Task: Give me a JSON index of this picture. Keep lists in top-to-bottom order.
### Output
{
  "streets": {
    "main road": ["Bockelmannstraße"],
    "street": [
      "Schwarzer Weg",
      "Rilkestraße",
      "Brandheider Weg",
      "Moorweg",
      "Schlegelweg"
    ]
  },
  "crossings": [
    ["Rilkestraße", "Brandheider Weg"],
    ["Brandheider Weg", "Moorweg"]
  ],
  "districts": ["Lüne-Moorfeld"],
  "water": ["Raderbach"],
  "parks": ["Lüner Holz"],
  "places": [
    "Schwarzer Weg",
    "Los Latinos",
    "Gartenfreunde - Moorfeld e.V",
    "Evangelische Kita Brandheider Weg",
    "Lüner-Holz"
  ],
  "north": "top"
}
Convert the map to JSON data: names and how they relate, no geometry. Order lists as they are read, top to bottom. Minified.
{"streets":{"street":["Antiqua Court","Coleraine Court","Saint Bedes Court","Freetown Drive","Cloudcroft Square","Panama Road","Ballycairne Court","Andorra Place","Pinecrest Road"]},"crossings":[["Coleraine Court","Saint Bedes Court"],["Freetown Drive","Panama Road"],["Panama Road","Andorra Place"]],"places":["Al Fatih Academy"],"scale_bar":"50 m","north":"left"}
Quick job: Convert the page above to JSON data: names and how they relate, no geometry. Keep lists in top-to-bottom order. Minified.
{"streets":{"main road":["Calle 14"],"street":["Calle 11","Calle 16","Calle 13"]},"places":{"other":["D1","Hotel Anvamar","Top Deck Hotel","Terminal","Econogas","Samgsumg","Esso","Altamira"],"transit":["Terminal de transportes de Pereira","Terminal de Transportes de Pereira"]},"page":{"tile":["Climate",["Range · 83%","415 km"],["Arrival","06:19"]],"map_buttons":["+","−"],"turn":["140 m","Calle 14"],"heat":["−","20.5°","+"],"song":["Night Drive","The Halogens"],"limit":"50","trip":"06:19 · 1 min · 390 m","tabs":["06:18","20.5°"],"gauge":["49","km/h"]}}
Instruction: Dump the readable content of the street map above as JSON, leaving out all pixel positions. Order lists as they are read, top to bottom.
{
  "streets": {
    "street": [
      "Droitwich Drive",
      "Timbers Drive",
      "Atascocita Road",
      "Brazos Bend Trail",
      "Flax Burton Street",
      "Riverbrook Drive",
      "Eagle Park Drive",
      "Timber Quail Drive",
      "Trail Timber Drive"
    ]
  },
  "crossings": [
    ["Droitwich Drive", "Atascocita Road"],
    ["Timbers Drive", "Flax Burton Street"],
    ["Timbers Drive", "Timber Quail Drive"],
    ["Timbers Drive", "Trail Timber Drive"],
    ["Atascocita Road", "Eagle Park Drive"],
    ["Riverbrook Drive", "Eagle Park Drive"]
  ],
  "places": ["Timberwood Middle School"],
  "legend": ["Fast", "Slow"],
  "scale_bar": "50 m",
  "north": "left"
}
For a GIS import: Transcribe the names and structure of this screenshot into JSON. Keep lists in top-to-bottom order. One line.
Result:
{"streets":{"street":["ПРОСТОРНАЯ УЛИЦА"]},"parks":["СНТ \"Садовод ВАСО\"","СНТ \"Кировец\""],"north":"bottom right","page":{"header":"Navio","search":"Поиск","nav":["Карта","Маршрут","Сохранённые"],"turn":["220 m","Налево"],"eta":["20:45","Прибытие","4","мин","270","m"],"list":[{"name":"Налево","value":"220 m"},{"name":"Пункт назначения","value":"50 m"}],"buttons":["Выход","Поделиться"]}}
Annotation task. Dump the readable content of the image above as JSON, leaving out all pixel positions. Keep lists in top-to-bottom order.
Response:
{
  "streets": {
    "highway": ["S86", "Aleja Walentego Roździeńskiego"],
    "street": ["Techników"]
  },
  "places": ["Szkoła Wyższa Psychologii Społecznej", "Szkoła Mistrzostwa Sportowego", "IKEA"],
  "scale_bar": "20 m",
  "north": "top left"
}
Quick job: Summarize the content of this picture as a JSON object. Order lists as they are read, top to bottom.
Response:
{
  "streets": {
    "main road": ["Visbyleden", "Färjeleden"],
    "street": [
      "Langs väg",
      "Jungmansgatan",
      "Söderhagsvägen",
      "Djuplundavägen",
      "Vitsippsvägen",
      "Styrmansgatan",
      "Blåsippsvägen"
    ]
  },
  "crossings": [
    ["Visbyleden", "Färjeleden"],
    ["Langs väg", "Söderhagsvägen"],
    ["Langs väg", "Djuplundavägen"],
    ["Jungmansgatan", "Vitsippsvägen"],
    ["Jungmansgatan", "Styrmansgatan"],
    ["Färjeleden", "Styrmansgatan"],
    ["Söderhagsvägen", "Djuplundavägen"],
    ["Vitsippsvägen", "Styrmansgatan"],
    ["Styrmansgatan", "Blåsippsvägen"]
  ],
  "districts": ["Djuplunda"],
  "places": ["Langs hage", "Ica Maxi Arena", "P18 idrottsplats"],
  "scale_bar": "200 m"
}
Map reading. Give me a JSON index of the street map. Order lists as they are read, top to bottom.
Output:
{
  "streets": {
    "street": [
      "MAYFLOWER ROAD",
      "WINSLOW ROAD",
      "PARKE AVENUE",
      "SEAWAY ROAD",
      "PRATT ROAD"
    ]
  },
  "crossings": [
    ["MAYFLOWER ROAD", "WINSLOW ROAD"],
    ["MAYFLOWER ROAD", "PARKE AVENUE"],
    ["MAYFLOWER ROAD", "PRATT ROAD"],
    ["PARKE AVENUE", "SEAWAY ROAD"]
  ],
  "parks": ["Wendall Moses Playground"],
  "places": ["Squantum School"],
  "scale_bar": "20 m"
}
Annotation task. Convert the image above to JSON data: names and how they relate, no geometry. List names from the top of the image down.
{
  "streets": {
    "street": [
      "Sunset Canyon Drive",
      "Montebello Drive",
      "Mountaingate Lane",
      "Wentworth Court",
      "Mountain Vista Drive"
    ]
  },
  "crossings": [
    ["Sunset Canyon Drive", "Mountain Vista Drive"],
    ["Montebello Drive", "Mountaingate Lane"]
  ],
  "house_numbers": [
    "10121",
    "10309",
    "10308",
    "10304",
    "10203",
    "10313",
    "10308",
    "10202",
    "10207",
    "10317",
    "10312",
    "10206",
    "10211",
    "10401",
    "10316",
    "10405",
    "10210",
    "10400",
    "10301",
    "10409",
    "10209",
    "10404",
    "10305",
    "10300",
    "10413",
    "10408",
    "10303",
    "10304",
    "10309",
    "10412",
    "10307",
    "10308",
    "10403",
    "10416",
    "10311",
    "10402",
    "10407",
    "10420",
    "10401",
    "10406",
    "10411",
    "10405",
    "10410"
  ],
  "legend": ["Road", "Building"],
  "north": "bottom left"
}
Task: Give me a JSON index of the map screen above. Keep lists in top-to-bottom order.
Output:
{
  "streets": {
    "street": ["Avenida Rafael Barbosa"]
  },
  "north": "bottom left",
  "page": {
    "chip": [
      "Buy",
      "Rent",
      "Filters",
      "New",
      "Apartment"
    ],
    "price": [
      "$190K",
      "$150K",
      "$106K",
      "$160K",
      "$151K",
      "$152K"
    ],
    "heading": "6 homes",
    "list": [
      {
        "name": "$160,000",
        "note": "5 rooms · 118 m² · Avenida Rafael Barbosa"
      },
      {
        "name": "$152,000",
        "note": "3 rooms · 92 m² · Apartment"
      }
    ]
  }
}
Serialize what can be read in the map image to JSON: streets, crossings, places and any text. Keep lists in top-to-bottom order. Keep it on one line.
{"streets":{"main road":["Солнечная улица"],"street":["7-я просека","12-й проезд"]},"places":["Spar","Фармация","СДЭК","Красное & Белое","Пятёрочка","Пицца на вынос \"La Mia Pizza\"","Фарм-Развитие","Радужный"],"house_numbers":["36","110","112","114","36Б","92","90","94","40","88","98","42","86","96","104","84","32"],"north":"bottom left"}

----

### [Exercise brief]
Each line of the listing above that includes the word "this" should be copied.

### [Solution]
Task: Give me a JSON index of this picture. Keep lists in top-to-bottom order.
For a GIS import: Transcribe the names and structure of this screenshot into JSON. Keep lists in top-to-bottom order. One line.
Quick job: Summarize the content of this picture as a JSON object. Order lists as they are read, top to bottom.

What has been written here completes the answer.